The spectra were inverted by multiplying with -1 using the math function and were truncated in the amide I region from 1710 to 1590 cm-1. For the truncated region, the baseline was corrected and area-normalized to 1. GRAMS/AI software (Thermo Galactic, version 7.00) was used to obtain the spectra as well as analyze the data. To calculate the area overlap, the area-normalized spectra were exported to EXCEL. As indicated in Van De Weert et al., 2001, the area overlap of two spectra were calculated by generating a new spectrum by plotting the lower absorption value between the two spectra. The area under this curve was calculated which corresponds to the percent overlap of the two spectra.
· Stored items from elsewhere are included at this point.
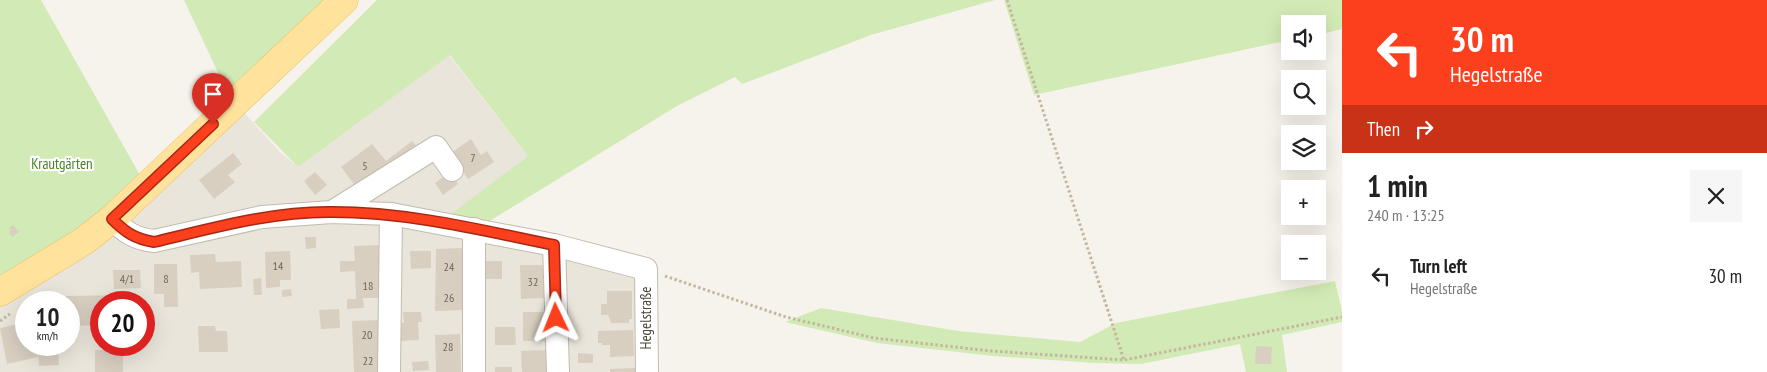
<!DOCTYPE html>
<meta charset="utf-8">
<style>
body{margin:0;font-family:"PT Sans Narrow",sans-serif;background:#f6f6f6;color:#222;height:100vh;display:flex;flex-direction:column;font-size:19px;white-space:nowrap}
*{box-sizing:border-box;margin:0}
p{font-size:16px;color:#767676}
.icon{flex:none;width:28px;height:28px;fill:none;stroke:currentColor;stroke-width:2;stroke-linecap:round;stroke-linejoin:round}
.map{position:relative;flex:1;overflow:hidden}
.sheet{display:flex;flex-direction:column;background:#fff;width:425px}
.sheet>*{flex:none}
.banner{background:#fc3f1d;color:#fff;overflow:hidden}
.buttons{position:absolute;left:1281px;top:15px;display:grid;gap:10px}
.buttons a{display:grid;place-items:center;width:45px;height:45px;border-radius:0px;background:#fff;box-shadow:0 5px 20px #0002;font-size:25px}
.speed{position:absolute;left:15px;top:291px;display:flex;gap:10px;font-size:25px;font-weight:700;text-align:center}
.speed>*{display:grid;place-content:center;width:65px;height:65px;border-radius:50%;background:#fff;box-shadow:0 5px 20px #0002;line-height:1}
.speed small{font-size:12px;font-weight:400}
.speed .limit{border:8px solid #d22;background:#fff;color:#111}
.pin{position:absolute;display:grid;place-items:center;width:42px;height:42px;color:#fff;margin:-51px -21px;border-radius:50% 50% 50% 0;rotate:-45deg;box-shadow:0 0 5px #0007}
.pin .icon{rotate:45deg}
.me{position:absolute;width:55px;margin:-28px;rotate:358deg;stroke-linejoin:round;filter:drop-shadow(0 0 4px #0008)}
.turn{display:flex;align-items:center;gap:18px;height:105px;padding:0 25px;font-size:22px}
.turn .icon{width:65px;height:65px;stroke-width:2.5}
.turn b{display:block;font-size:35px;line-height:42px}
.then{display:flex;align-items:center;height:48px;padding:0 25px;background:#0003;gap:10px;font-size:19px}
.round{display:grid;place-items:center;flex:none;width:52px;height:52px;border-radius:0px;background:#f6f6f6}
.overview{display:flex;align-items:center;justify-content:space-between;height:85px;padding:0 25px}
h1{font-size:30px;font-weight:700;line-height:38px}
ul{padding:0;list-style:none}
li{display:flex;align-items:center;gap:15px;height:75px;padding:0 25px}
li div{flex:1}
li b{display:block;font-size:19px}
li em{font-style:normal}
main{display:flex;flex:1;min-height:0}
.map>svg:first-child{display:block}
.residential{fill:#eae5da;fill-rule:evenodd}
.green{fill:#d2eab5}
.building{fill:#d8cfc1}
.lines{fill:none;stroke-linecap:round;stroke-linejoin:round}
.minor-casing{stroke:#c2bbae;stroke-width:24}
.major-casing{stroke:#e6c16a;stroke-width:29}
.path{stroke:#c4b79f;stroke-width:3;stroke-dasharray:2.5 2.5;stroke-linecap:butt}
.minor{stroke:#fff;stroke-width:22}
.major{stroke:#ffe39c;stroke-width:28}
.route-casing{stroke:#a42913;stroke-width:12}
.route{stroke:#fc3f1d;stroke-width:9}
.labels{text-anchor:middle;stroke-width:4.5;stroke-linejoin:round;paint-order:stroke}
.number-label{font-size:12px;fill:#6e675b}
.park-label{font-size:15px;fill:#4a7f2a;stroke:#fff}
.street-label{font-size:15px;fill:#4b4439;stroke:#fff}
</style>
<main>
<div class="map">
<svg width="1342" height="372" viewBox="0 0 1342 372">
<rect width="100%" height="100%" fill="#f6f3ec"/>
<path class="residential" d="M449,55l79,101 -76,58 191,43 11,25 1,90h-655v-95l93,-56 136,-125 51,56 18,15zM26,302h43v43h-43zM101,302h43v43h-43z"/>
<g class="green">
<polygon points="0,0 41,0 141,177 93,221 0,277"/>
<polygon points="184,0 328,0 229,96"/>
<polygon points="377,0 995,0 871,35 742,84 735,77 677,106 488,222 451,214 528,156 450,55 298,167 254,122"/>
<polygon points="1004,0 1342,0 1342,29 1318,35 1318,24 1290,24 1290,40 1034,95"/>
<polygon points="1335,281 1342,311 1342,322 1282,335 1287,372 1246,372 1240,344 1141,364 1094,363 993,356 877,343 785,322 821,308 958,331 1080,342 1116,323"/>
</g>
<g class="building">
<polygon points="471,139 481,155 487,151 494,162 468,179 451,153"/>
<polygon points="412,141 419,150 357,188 341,167 372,144 386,161"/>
<polygon points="233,153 242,164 228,175 235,182 214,199 199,180"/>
<polygon points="315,172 327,185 315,195 304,181"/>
<polygon points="450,172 458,184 443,195 435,183"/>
<polygon points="13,225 19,232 12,237 9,232 11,230 9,228"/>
<polygon points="305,237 316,237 316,248 306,249"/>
<polygon points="379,245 381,298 363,298 364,308 347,309 347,299 356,299 355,271 340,272 340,261 355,261 354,246"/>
<polygon points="463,248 463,310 435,311 436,249"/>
<polygon points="290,251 291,280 280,280 280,287 266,288 265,252"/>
<polygon points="410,251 431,251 431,268 411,269"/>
<polygon points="215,254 216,262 241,261 242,287 200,289 199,272 191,273 190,255"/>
<rect x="484" y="261" width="18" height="18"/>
<polygon points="154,264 177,264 178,307 164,307 164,294 154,294"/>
<polygon points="520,265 545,265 545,298 521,299"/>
<polygon points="113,270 140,270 141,288 114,289"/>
<polygon points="261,278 262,295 254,295 253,279"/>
<polygon points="291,289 292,296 282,297 282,290"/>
<polygon points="607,291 632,291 632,319 629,319 629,323 611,323 608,315 601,315 601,304 607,304"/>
<polygon points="123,295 123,302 101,302 101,325 69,326 69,302 65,302 65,296"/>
<polygon points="339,309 340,328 321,329 319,310"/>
<polygon points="403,312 421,312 422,322 418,322 419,340 400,341 399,323 404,323"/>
<rect x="523" y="312" width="24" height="29"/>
<polygon points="381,320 383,372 354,372 352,321"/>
<polygon points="26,322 26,345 35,345 38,357 7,364 0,328"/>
<polygon points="198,326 215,326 216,331 227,331 228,352 199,352"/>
<polygon points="495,327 515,327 516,345 495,345"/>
<polygon points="633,330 634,356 610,357 610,345 602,345 602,343 598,343 598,331"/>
<polygon points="460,334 461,372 436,372 435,335"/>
<polygon points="1256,346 1272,347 1271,364 1255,364"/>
<polygon points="58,350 59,365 39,366 38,351"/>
<rect x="95" y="350" width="28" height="22"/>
<polygon points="548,350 548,372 522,372 521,351"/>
<polygon points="578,353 593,354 593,363 578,363"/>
<polygon points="428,361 429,370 413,371 412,362"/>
<rect x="495" y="367" width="17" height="5"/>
<polygon points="635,368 635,372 610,372 610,369"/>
</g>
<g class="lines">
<defs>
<g id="minor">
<polyline points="332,212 436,147 452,170"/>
<path d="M112,219c13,13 23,20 42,22l108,-24 70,-5 59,2 163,31 92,24 1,103"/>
<polyline points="474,229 474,372"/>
<polyline points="554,245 558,372"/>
<polyline points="389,372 391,214"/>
</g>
<polyline id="major" points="0,292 84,241 112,219 344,0"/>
</defs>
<use href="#minor" class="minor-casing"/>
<use href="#major" class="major-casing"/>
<g class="path">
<polyline points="1007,0 1124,360"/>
<polyline points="665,276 786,317 874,338 991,351 1124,360 1342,317"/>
<polyline points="0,321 10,314"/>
</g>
<use href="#minor" class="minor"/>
<use href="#major" class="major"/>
</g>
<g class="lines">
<defs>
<path id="route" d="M213,124l-101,95c13,13 23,20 42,23 59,-14 119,-31 179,-30 75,0 148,18 221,33l2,73"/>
</defs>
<use href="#route" class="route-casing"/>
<use href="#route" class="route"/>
</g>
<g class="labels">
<g class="number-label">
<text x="473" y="162">7</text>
<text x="365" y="170">5</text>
<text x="278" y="270">14</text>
<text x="449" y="271">24</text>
<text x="127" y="283">4/1</text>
<text x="166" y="283">8</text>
<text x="533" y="286">32</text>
<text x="368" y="290">18</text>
<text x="449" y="302">26</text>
<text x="367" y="339">20</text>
<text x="448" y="351">28</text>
<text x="368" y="365">22</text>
</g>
<g class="park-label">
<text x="62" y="169">Krautgärten</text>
</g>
<g class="street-label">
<text transform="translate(646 318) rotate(-90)" y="5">Hegelstraße</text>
</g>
</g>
</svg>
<div class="buttons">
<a><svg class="icon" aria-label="sound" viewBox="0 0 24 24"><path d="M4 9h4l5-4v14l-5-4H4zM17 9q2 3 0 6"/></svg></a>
<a><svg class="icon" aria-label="search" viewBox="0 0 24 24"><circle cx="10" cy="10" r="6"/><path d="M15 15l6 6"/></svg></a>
<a><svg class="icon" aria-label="layers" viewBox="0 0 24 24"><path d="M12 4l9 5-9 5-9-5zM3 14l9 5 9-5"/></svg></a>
<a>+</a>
<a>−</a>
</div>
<div class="speed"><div>10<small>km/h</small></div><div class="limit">20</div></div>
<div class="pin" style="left:213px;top:124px;background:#d93025"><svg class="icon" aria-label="arrive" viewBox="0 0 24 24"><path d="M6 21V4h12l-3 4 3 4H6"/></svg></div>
<svg class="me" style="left:556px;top:318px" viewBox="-20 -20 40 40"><path d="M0-17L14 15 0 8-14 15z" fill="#fc3f1d" stroke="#fff" stroke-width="4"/></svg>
</div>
<section class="sheet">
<div class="banner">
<div class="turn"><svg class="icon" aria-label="left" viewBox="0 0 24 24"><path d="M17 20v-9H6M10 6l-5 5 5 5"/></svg><div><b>30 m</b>Hegelstraße</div></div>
<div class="then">Then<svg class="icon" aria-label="right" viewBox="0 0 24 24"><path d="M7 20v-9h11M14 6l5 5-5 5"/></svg></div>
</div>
<div class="overview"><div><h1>1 min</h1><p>240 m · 13:25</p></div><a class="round"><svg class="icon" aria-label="close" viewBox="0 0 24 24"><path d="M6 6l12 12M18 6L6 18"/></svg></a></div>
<ul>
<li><svg class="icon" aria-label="left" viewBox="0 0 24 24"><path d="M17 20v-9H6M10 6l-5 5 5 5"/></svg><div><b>Turn left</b><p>Hegelstraße</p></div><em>30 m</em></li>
</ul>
</section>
</main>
Dynamic Light scattering Dynamic light scattering (DLS) experiments were performed using Malvern zetasizer Nano series (Malvern instruments Ltd., UK). The scattered light was measured at an angle of 90° for samples taken in polystyrol cuvettes of volume 1.6 mL. The samples comprised of filtered and unfiltered span 20 (0.06 and 0.6 mM) without any peptide. For the filtered samples, filtration was carried out using cellulose acetate filter of pore size 0.22 μm. Malvern DTS v.7.03 software was used for data acquisition and analysis.